Votre association a été exclue du Bella Center, où se déroulent les négociations...
Sébastien Godinot – Il y avait des problèmes lundi, où malgré neuf heures d’attente dans le froid, je n’avais pas pu retirer mon accréditation, accordée de longue date à notre association, qui fait partie des membres consultatifs du conseil économique et social de l’ONU. Hier, d’autres membres des Amis de la Terre n’ont pas pu rentrer, et aujourd’hui, l’ensemble de notre délégation s’est fait virer, avec des raisons confuses et contradictoires : trop de monde, des questions de sécurité incendie, nos badges qui ne seraient plus valables. Mais officieusement, il semblerait que la cause soit nos petites actions symboliques des deux derniers jours : cela consistait à porter des ponchos bleus de notre marche de samedi, à taper dans les mains en demandant que l’Union européenne réduise de 40 % ses émissions d’ici à 2020, comme recommandé par les scientifiques des Nations unies...
En réaction, on a organisé un sit-in et lancé une pétition, et on essaie de négocier. La Via Campesina, qui représente 60 millions de paysans, s’est elle aussi fait sortir... Notre sentiment est que les Nations unies sont en train de verrouiller le sommet officiel, et de foutre les ONG dehors.
Qu’est-ce qui vous fait penser que les ONG ne sont plus vraiment bienvenues ?

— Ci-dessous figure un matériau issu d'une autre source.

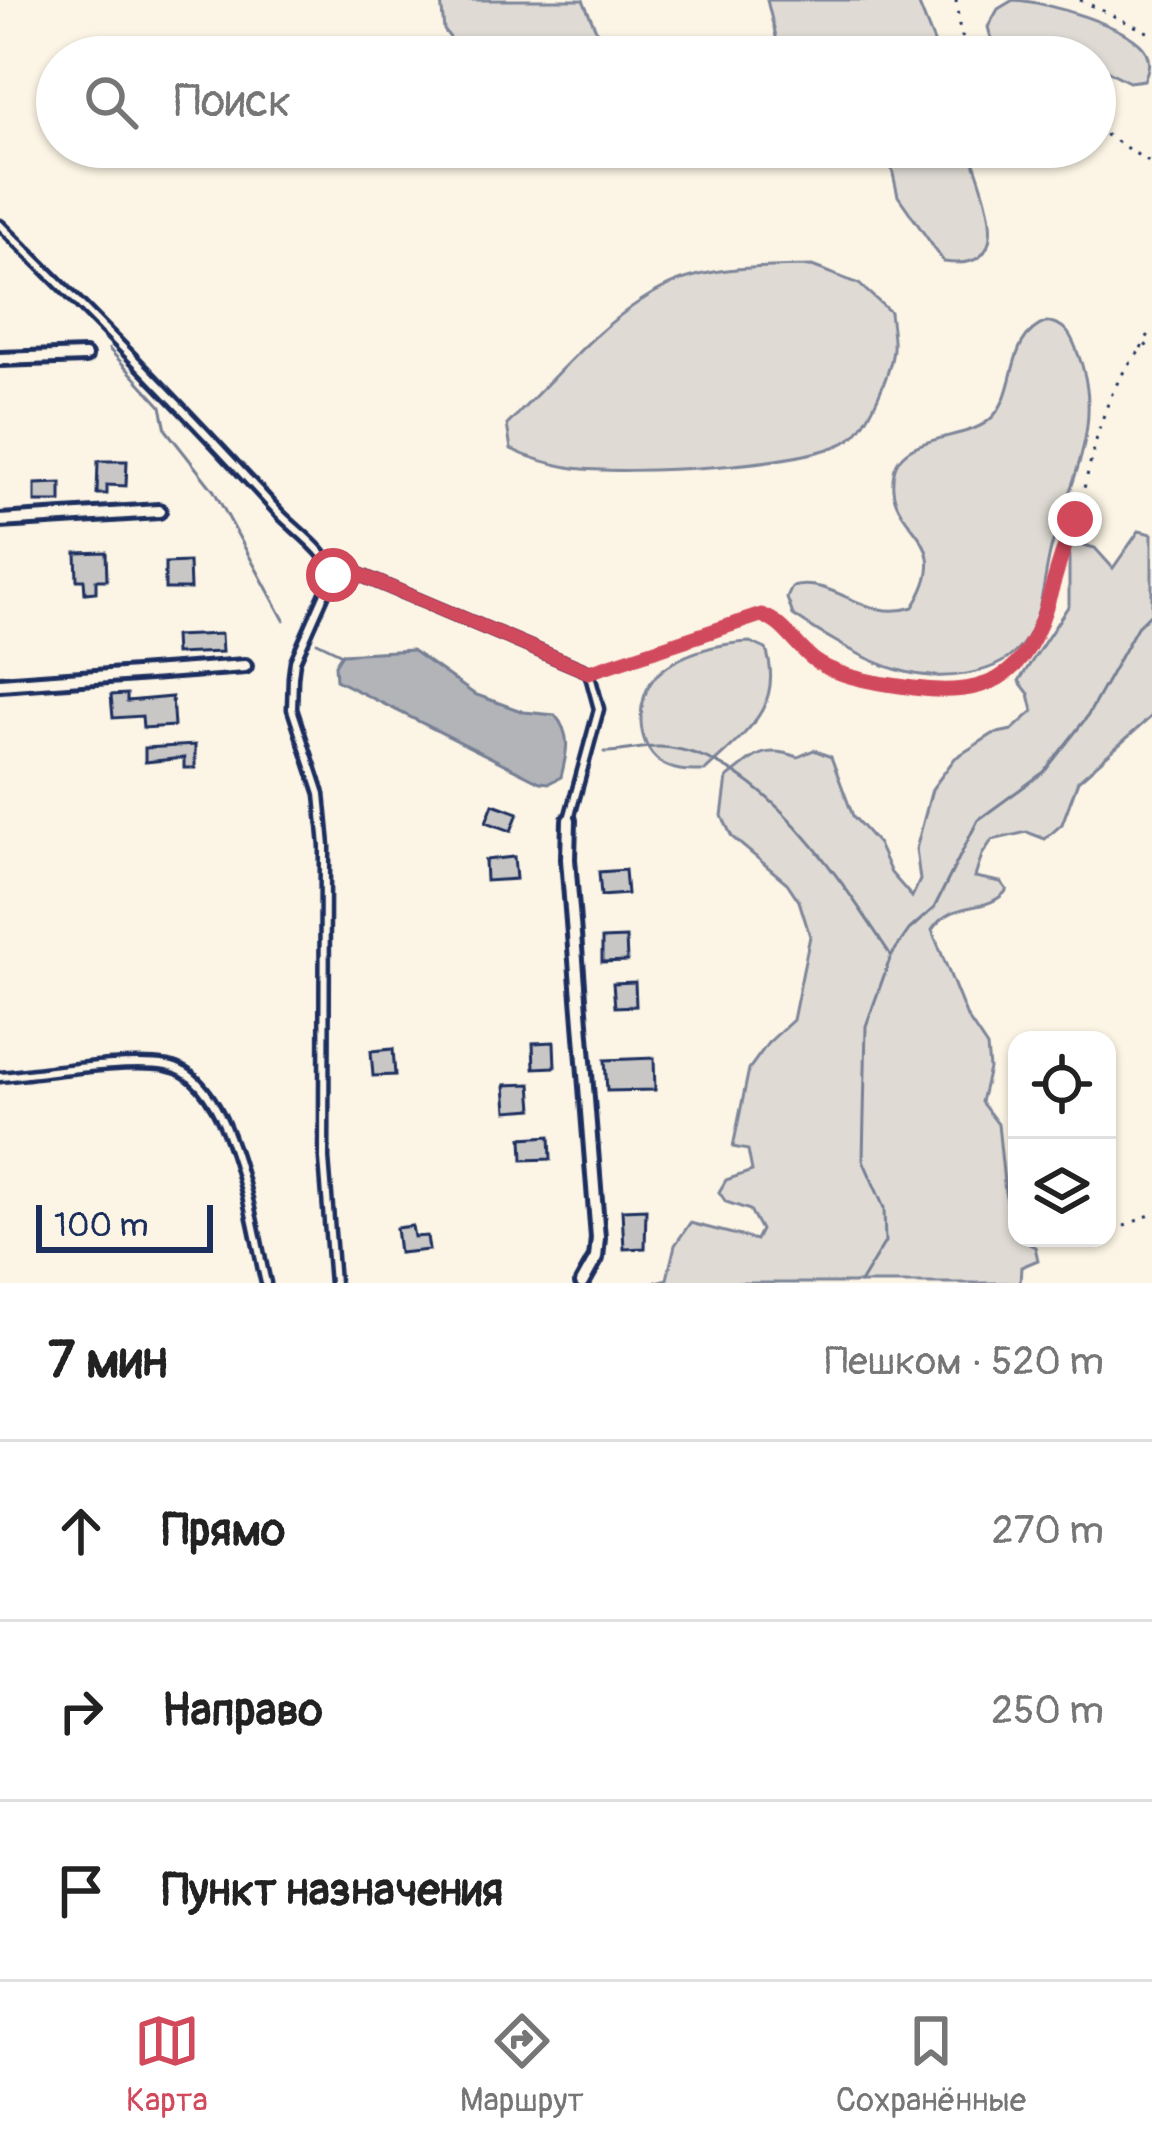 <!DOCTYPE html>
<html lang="ru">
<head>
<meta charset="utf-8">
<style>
	body { margin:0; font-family:Pangolin,sans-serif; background:#f2f2f2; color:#222 }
	.controls { position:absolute; right:36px; bottom:36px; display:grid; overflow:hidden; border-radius:24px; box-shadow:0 3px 9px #0004 }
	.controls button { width:108px; height:108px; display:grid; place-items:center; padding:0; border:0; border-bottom:3px solid #e0e0e0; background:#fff; color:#222; font:60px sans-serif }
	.scale { position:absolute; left:36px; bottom:30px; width:177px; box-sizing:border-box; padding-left:12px; border:6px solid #1b2f5e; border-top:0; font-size:33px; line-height:42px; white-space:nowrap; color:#1b2f5e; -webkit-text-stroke:9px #fcf5e5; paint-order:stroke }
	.stop { position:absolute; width:36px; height:36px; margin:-27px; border:9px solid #d1495b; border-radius:50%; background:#fff }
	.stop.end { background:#d1495b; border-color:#fff; box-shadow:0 3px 12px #0008 }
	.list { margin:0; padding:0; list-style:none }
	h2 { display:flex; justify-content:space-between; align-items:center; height:156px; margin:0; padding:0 48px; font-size:51px }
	h2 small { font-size:39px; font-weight:400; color:#767676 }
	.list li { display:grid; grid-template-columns:78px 1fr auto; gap:36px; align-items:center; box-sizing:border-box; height:180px; padding:0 48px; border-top:3px solid #e0e0e0 }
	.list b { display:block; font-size:45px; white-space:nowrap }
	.list em { font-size:39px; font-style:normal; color:#767676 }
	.icon { flex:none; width:66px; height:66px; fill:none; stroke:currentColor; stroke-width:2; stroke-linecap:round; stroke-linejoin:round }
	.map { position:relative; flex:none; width:1152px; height:1283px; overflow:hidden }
	.search { position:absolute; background:#fff; box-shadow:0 3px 9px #0004; left:36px; right:36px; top:36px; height:132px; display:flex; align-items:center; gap:30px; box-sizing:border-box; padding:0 42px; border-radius:66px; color:#767676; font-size:45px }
	.sheet { height:696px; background:#fff }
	nav { display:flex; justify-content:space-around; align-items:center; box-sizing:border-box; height:168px; border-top:3px solid #e0e0e0; background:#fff; font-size:33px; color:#767676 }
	nav a { display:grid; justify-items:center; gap:6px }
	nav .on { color:#d1495b }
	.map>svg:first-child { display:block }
	.green { fill:#dfdbd4; stroke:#7d8599; stroke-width:3 }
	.water { fill:#b2b4b8; stroke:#767f94; stroke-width:3 }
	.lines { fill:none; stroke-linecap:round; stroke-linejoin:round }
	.stream { stroke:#767f94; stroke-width:3 }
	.building { fill:#c8c7c6; stroke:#1b2f5e; stroke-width:3 }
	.lane-casing { stroke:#1b2f5e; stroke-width:15 }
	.street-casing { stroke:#1b2f5e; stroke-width:20 }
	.path { stroke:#1b2f5e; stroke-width:3; stroke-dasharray:3 9; stroke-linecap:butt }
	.lane { stroke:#fcf5e5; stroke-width:6 }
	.street { stroke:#fcf5e5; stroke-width:10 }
	.route { stroke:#d1495b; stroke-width:15 }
</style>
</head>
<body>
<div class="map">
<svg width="1152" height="1283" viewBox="0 0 1152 1283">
	<rect width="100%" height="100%" fill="#fcf5e5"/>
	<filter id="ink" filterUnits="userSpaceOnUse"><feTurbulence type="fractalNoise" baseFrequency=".00833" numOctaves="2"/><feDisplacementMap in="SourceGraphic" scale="24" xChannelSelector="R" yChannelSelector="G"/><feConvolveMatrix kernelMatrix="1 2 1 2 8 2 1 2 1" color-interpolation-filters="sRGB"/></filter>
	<g filter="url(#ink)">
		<g class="green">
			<path d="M441,0H583L608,57H465L444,30Z"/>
			<path d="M767,0H917L940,57H781Z"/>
			<path d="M1013,0C1040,0 1134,27 1146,52C1151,62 1148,71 1144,80L1129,82L1095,64V57L1048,46L1007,47L991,38L988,27L998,9Z"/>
			<path d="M887,147H969C981,187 1022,273 944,262L898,196Z"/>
			<path d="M812,266L859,284L890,312C891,324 894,338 893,349C891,371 868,428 849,440C806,467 625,475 573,468C550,464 531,459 511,449L507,425C554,379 603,318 663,288C707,266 764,267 812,266Z"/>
			<path d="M1047,322C1065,323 1071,335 1077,351C1106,421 1072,477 1052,545C1043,577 1044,613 1025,641C1000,678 938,682 898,670C866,661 821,634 793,615L787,598L792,587C835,576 865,623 913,607C961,532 882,532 894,472C901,434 963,441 988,421C1021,395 1002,338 1047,322Z"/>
			<path d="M1139,531L1152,534V716L1078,781L1062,824L1045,839L1027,832L992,840L982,855L975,877L1001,882L1007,890C987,915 953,898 932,930L967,1017L987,1047L989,1069L981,1102L998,1124L1005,1192L1017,1238L1035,1247L1038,1260L1021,1267L1020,1283H652L667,1279L675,1245L690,1223L756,1240L761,1230L750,1210L726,1202L719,1192L726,1180L752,1171L748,1150L733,1147L749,1069L768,1043L793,1020L810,936L799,901L787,883L732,837L722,816L727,778C754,757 763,744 798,757L814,750L831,757L853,816L878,844L891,873L912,897L920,880L916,849L932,789L955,758L993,734L1012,730L1033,711L1029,694L1019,681L1069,605V541L1095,548L1113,568Z"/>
			<path d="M750,642L766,649C785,708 743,734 705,771C689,771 674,772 660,762C635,744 636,699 655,677C677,653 720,643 750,642Z"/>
		</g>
		<path class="water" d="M412,650L474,694L524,712L555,715C572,735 567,753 561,777L549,783L540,782L336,680L335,665L342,654Z"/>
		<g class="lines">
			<g class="stream">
				<path d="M109,349L161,406L166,430L214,491L284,620"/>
				<path d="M317,642L342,654"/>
				<path d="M604,752C623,752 642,746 660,747C761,752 840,879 890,954"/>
				<path d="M860,1283L885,1242L884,1208L863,1160L866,1026L891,956L909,930L934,908L978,820L1044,772L1087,717L1137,627L1152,612"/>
			</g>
		</g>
		<g class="building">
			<path d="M98,461H127L126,486L107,485V494H97Z"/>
			<path d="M61,483V502H35V484Z"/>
			<path d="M106,552L107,580H96V592L85,593L84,580H77L76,553Z"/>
			<path d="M189,562L190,589H165V563Z"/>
			<path d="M221,634L222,652L175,654L174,636Z"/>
			<path d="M127,694V701L172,697L174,726L143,728L142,716L113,718L111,695Z"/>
			<path d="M195,745V768H184V758L145,762V748Z"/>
			<path d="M493,804L518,813L511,831L486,822Z"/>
			<path d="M514,857L516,879L486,881L485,860Z"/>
			<path d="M625,870L627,894L601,896L599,872Z"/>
			<path d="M626,938L627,961L602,962V939Z"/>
			<path d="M635,982L636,1006L615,1007L613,983Z"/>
			<path d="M554,1042L555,1067L534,1068L533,1043Z"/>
			<path d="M393,1049L395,1075L373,1076L371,1051Z"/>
			<path d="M654,1058L655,1090L607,1091L605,1060Z"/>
			<path d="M531,1084L533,1109L507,1111L505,1085Z"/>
			<path d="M550,1136L551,1159L523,1160L522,1138Z"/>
			<path d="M646,1209L645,1248L624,1249L622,1210Z"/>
			<path d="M412,1226L414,1237L427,1236L429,1250L399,1253L396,1228Z"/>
		</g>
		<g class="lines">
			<g class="lane-casing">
				<g id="lane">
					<path d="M0,225C96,319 189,414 279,513C296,531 328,552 333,575L295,661L293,677L292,709L320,794L325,846L324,1159L334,1283"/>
					<path d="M330,562L589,672L599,709L569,819"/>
					<path d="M0,1077C45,1073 125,1059 167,1066C234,1077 252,1227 266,1283"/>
				</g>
			</g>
			<g class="street-casing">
				<g id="street">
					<path d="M0,359L85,356"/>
					<path d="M0,521L159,511"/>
					<path d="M0,684L245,666"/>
					<path d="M569,820L568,859L598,1238L596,1258L582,1283"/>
				</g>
			</g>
			<g class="path">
				<path d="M956,0L960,33L975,57"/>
				<path d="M1080,0L1152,34"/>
				<path d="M1095,128L1152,164"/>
				<path d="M1141,348L1152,329"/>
				<path d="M596,669L761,615C785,623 796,647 816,661C831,672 859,678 877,682C936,697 1007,697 1037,635C1049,610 1051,582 1059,556C1064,541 1072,528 1077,514C1094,458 1102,377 1152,341"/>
				<path d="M1113,1231L1152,1214"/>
			</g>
			<use href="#lane" class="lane"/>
			<use href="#street" class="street"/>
		</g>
	</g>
	<g class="lines" filter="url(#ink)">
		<path class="route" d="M333,575L330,562L589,672L761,615C786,623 796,648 817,662C843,679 884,684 914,688C1049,706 1036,610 1075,519"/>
	</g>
</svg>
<div class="controls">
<button><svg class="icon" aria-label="locate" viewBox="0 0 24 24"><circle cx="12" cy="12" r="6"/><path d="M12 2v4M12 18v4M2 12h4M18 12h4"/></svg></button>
<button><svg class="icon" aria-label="layers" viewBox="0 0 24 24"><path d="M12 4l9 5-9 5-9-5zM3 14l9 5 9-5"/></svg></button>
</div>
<div class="scale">100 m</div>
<div class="stop" style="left:333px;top:575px"></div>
<div class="stop end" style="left:1075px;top:519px"></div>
<div class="search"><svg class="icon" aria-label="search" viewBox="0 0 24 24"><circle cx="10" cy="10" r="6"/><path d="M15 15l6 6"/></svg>Поиск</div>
</div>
<section class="sheet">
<h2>7 мин<small>Пешком · 520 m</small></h2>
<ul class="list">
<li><svg class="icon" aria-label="ahead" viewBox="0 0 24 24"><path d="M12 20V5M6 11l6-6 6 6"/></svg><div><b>Прямо</b></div><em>270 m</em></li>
<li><svg class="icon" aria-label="right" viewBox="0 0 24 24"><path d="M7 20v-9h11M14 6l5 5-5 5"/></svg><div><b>Направо</b></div><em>250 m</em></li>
<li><svg class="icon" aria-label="arrive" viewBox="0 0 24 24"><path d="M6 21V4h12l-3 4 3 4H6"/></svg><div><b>Пункт назначения</b></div></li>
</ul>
</section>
<nav>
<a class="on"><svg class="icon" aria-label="map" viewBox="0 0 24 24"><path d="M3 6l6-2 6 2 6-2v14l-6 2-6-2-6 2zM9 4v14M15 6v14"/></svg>Карта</a>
<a><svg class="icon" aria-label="directions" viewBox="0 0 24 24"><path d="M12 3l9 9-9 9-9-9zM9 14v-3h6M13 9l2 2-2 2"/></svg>Маршрут</a>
<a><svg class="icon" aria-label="saved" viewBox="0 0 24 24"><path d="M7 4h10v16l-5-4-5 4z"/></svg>Сохранённые</a>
</nav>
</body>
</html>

Nous sommes sans doute parmi les premiers touchés parce que notre mouvement ne demande pas des modifications à la marge, mais un véritable changement de modèle dans les pays riches, pour laisser le droit aux pays du Sud de se développer. Mais par ailleurs, les Nations unies sont en train de réduire drastiquement les accréditations qu’elles accordent aux ONG, ce qui ne s’était jamais produit dans les quatorze précédents sommets sur le climat. 80 % ont déjà été supprimées mardi, la réduction sera encore plus forte demain jeudi, et vendredi, pour la réunion des chefs d’Etat et de gouvernement, il n’y en aura plus que 90 représentées au Bella Center, contre 22 000 au début. Pourquoi font-elles autant les frais des réductions d’effectifs qu’on nous dit nécessaires ? Si ce sont les chefs d’Etat qui décident, les délégations de chaque pays n’auront plus à être aussi nombreuses, or elles ne semblent pas devoir être touchées.
Pourquoi la présence des ONG est-elle si importante ?
L’expérience montre que la pression des ONG à l’intérieur des négociations réduit le risque d’avoir des accords insuffisamment ambitieux. Nous ne sommes pas des lobbies défendant une industrie, nous travaillons pour l’intérêt général, et relayons la parole de citoyens qui s’estiment parfois mal représentés par leurs gouvernements. Il faut être là où ça se discute, se tenir au courant, faire pression, garantir la transparence et passer des messages aux représentants des Etats. La présence des ONG, c’est ce qui fait la différence entre les négociations à l’ONU et celles à l’OMC.
Et puis, les ONG demandent aux pays riches d’assumer leurs responsabilités, en réduisant radicalement leurs émissions et en remboursant leur dette écologique, avec un transfert massif d’argent public. Elles soutiennent les pays pauvres pour ne pas qu’ils se fassent avoir. Or ceux-ci n’ont pas été invités à certaines réunions du sommet de Copenhague. Le principe « un pays égale une voix » n’a pas été respecté. Que les pays pauvres et les ONG ne puissent pas s’exprimer démocratiquement constitue une violation flagrante des principes des Nations unies.